Le lendemain, nous reprenons, la tête basse et l'esprit paralysé par des pensées honteuses, le chemin du magasin, espérant que la voile de 5 mètres sur laquelle lorgnait mon frère la veille soit encore là. Fort heureusement, celle-ci est encore là. Elle est belle, colorée, renforcée, en meilleur état que la précédente. La carte bancaire (de ma mère) chauffe à nouveau et nous revenons plein d'entrain à la maison présenter notre nouvelle possession en espérant avoir désormais trouvé la configuration idéale. Il faut avant tout vaincre la peur d'un nouvel échec. Le matin, tout se passe à merveille. Je retrouve des sensations enfouies dans mon passé. Placer mes pieds autour du mat, relever la voile, saisir le wishbone de la main droite, puis des deux mains, profiter de la vitesse - somme toute assez réduite en cette calme matinée d'été -, placer la voile sur l'arrière de la planche, tourner autour du mât, reprendre le wishbone à deux mains.

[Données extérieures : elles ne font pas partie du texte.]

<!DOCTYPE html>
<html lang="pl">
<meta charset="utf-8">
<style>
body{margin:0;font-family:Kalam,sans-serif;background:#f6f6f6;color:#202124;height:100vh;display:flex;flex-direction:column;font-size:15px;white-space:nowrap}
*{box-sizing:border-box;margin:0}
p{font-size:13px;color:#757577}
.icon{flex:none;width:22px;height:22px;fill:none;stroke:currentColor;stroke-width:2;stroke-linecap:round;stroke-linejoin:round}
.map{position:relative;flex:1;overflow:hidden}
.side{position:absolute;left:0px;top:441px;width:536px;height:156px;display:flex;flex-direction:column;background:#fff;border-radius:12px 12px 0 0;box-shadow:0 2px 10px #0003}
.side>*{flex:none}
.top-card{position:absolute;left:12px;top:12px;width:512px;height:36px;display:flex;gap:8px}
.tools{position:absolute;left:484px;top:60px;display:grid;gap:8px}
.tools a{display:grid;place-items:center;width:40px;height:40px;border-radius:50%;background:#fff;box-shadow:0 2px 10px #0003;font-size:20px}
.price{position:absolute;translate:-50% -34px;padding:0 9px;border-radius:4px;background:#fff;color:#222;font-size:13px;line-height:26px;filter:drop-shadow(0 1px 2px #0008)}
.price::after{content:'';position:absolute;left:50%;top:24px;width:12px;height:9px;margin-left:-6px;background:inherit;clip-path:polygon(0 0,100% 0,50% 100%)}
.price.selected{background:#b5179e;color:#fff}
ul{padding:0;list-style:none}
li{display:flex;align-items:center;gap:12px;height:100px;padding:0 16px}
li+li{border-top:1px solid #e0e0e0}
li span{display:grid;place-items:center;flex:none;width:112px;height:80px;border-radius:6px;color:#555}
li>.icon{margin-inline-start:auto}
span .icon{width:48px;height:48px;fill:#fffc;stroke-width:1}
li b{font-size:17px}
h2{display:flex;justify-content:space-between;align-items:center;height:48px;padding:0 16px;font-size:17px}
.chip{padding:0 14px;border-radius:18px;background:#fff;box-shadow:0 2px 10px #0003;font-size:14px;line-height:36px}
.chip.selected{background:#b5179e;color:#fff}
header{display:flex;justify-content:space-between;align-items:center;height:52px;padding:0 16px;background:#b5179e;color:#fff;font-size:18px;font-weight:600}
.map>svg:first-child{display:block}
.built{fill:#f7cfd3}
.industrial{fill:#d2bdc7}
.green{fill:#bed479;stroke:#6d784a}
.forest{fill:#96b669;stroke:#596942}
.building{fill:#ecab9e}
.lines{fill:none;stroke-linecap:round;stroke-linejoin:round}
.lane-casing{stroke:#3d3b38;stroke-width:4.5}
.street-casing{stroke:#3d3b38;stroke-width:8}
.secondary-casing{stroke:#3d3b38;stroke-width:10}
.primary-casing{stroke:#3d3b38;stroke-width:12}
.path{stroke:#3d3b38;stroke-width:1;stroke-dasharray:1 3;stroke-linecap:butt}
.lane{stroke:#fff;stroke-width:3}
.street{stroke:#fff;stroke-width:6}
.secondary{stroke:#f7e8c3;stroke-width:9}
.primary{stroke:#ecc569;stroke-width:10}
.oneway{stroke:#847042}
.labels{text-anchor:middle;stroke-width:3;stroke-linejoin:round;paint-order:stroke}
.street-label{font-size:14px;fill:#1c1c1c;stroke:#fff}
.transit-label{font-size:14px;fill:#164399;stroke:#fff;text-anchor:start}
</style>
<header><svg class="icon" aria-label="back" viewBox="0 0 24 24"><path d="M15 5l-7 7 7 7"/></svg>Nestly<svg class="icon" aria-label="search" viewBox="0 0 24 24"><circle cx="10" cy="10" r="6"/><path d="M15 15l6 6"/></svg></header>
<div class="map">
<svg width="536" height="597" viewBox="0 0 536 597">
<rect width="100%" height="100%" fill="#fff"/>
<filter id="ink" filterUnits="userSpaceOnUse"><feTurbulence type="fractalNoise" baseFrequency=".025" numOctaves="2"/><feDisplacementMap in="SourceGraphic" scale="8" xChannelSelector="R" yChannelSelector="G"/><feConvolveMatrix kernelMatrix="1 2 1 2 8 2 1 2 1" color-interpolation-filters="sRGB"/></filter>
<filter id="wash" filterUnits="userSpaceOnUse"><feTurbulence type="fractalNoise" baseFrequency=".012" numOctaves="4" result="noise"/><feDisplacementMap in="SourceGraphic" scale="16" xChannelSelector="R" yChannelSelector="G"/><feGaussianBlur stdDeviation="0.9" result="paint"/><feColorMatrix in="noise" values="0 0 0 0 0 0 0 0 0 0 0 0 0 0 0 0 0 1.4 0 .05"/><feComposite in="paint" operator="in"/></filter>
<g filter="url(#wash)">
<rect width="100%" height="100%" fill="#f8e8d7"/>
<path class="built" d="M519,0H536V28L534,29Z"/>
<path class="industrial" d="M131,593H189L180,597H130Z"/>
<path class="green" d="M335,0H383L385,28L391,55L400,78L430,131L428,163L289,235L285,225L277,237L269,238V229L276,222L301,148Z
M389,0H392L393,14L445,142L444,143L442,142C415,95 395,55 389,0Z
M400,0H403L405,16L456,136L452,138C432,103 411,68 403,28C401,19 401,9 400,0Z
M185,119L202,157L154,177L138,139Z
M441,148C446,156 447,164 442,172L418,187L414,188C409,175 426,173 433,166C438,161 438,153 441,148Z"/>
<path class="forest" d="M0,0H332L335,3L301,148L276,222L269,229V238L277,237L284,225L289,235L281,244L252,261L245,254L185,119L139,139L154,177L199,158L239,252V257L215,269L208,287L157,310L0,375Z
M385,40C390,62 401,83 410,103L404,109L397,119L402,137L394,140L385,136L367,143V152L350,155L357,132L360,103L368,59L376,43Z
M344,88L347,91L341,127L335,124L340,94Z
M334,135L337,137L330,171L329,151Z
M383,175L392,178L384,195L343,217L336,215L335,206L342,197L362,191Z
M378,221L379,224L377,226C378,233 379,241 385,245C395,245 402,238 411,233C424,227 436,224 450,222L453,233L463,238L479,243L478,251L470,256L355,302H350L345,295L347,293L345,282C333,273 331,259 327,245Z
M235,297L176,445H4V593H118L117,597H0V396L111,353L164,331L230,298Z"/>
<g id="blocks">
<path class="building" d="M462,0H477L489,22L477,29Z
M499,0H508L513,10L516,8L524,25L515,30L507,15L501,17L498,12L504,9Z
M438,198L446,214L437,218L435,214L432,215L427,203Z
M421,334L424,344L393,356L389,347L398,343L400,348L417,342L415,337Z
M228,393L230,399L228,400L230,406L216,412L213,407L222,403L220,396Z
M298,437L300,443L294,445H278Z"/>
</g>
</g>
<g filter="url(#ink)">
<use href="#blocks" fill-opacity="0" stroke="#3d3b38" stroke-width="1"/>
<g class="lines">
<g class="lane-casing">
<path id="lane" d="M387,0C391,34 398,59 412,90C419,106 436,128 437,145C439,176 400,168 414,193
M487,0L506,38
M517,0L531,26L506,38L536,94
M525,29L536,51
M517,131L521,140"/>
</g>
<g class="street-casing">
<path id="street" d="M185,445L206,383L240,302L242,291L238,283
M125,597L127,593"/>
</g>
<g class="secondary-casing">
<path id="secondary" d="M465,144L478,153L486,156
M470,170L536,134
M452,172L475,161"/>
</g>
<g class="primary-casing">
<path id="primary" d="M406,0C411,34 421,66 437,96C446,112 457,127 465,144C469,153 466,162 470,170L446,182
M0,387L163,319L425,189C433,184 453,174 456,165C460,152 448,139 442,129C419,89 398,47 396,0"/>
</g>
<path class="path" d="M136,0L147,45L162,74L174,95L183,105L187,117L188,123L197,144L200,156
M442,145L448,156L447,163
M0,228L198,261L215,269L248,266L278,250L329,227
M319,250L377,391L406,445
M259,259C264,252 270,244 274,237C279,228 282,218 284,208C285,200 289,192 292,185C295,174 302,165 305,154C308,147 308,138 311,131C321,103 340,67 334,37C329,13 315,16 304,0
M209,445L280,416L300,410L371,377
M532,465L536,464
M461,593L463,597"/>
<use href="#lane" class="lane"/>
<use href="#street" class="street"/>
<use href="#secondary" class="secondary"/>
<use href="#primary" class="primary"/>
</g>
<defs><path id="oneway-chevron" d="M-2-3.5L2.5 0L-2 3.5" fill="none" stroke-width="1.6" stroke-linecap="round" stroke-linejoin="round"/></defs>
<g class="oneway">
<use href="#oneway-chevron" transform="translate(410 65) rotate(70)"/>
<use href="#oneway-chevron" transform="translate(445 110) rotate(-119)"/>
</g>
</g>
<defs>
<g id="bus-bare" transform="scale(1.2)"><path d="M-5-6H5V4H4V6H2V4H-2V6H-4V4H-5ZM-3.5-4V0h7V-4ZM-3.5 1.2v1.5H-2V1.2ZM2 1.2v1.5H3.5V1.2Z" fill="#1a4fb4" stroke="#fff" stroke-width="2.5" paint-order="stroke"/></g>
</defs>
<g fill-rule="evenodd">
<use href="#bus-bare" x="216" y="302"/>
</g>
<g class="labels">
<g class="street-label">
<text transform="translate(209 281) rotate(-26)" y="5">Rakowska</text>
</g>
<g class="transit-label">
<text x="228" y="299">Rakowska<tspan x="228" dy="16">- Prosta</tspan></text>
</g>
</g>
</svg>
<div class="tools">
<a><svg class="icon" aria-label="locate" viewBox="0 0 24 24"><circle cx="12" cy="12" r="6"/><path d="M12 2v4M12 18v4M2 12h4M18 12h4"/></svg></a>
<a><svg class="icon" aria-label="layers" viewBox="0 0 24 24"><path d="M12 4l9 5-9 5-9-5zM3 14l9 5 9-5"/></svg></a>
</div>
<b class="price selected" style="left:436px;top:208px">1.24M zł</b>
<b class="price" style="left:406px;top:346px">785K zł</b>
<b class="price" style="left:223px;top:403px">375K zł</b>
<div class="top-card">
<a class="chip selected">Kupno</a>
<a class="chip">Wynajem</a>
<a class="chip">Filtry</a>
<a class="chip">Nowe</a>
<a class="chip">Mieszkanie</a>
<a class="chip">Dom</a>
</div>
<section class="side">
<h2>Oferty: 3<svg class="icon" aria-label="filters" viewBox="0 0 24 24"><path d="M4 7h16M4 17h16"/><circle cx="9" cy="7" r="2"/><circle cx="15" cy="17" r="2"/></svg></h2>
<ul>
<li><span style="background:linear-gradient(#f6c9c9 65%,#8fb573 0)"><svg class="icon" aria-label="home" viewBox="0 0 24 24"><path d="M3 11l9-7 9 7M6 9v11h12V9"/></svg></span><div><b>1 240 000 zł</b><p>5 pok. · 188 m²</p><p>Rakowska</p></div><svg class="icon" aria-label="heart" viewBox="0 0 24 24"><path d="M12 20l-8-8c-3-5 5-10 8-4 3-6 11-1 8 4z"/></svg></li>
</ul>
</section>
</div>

Gonflé d'une confiance retrouvée, je décide de réitérer mon exploit l'après-midi. Le vent souffle, souffle très fort même. Après quelques hésitations, je parviens à démarrer et à longer la plage à une distance raisonnable. Pourtant, le demi-tour pose problème. Je me révèle incapable de remonter la voile. Et une fois de plus, je me vois contraint de ramener ma planche à la nage, sur plusieurs centaines de mètres.
Acte V – Le nouveau pied de mât


Le lendemain matin, je parviens à franchir la barrière formée par les vagues sans trop de problèmes. Le vent me pousse, me porte vers le large. Je réalise une demi-douzaine d'allers-retours entre le grand large et la plage malgré l'omniprésence de méduses. Autour de moi, cela grouille de ces bêtes infâmes, avides de contacts humains. Je suis terrorisé par les méduses, une phobie latente, une peur pathologique qui me fait déjà imaginer le pire. Cela me motive à ne pas tomber. Surtout ne pas lâcher la voile, surtout ne pas faillir, surtout ne pas faiblir. Pourtant, alors que je tente un énième demi-tour, je m'écroule. Le vent a tourné, bouleversant tous mes repères, perturbant ma position sur la planche. Alors que je remonte précipitamment sur la planche, angoissé à l'idée de me faire piquer par une méduse (cf Le Monde de Némo ou L'année des Méduses), mon annulaire se coince dans la rainure permettant de régler la position du mât. Une douleur terrible se fait ressentir. Ma peau est sectionnée. Le sang coule à flot. Je parviens à remonter ma voile pour reprendre la direction de la plage. Après quelques mètres, j'entrevois un mince filet de sang longer les pores de ma peau et venir s'écraser en une multitudes de petites tâches sanguinolentes. Celles-ci perlent sur la voile, projetées par le vent violent qui souffle dans mon dos. Je sens ma tête qui tourne. Je ferme les yeux et me fixe sur mon objectif : ma serviette rouge étalée sur le sable chaud. Alors que, éperdu par ce funeste accident, je cède la planche à mon frère, un nouveau drame éclate : le pied de mât cède. Sans aucune raison flagrante. L'après-midi, nous sommes donc contraint de faire un nouveau saut à la boutique dont les vendeurs ont désormais du mal à nous sourire. Ils reconnaissent nous avoir vendu un pied de mât pourri, rouillé, fatigué mais nous font néanmoins payer la réparation. Les joies de l'occasion parait-il.
Epilogue


Fort heureusement, avec ce nouveau pied de mât, cette nouvelle voile et ce nouveau flotteur – seul le mât et le wishbone n'ont pas été remplacés dans cette aventure – nous pouvons désormais nous targuer de réussir à faire de la planche à voile sur l'île de Noirmoutier comme en témoignent les superbes photos illustrant cet article.

1 commentaire:

Victor a dit…

Beau résumer d'une tragédie moderne - écrite dans un style classique. Je tien tout de même a préciser que c'est bien la négligence d'Antoine, qui on menait sont frère (moi même) à démolir la belle voile Bic de 5m70. J'ai beaucoup aimé la phrase « l'ambiance entre mon frère et moi est aussi tendue qu'un string » qui illustre bien, avec un brin d'humour la situation.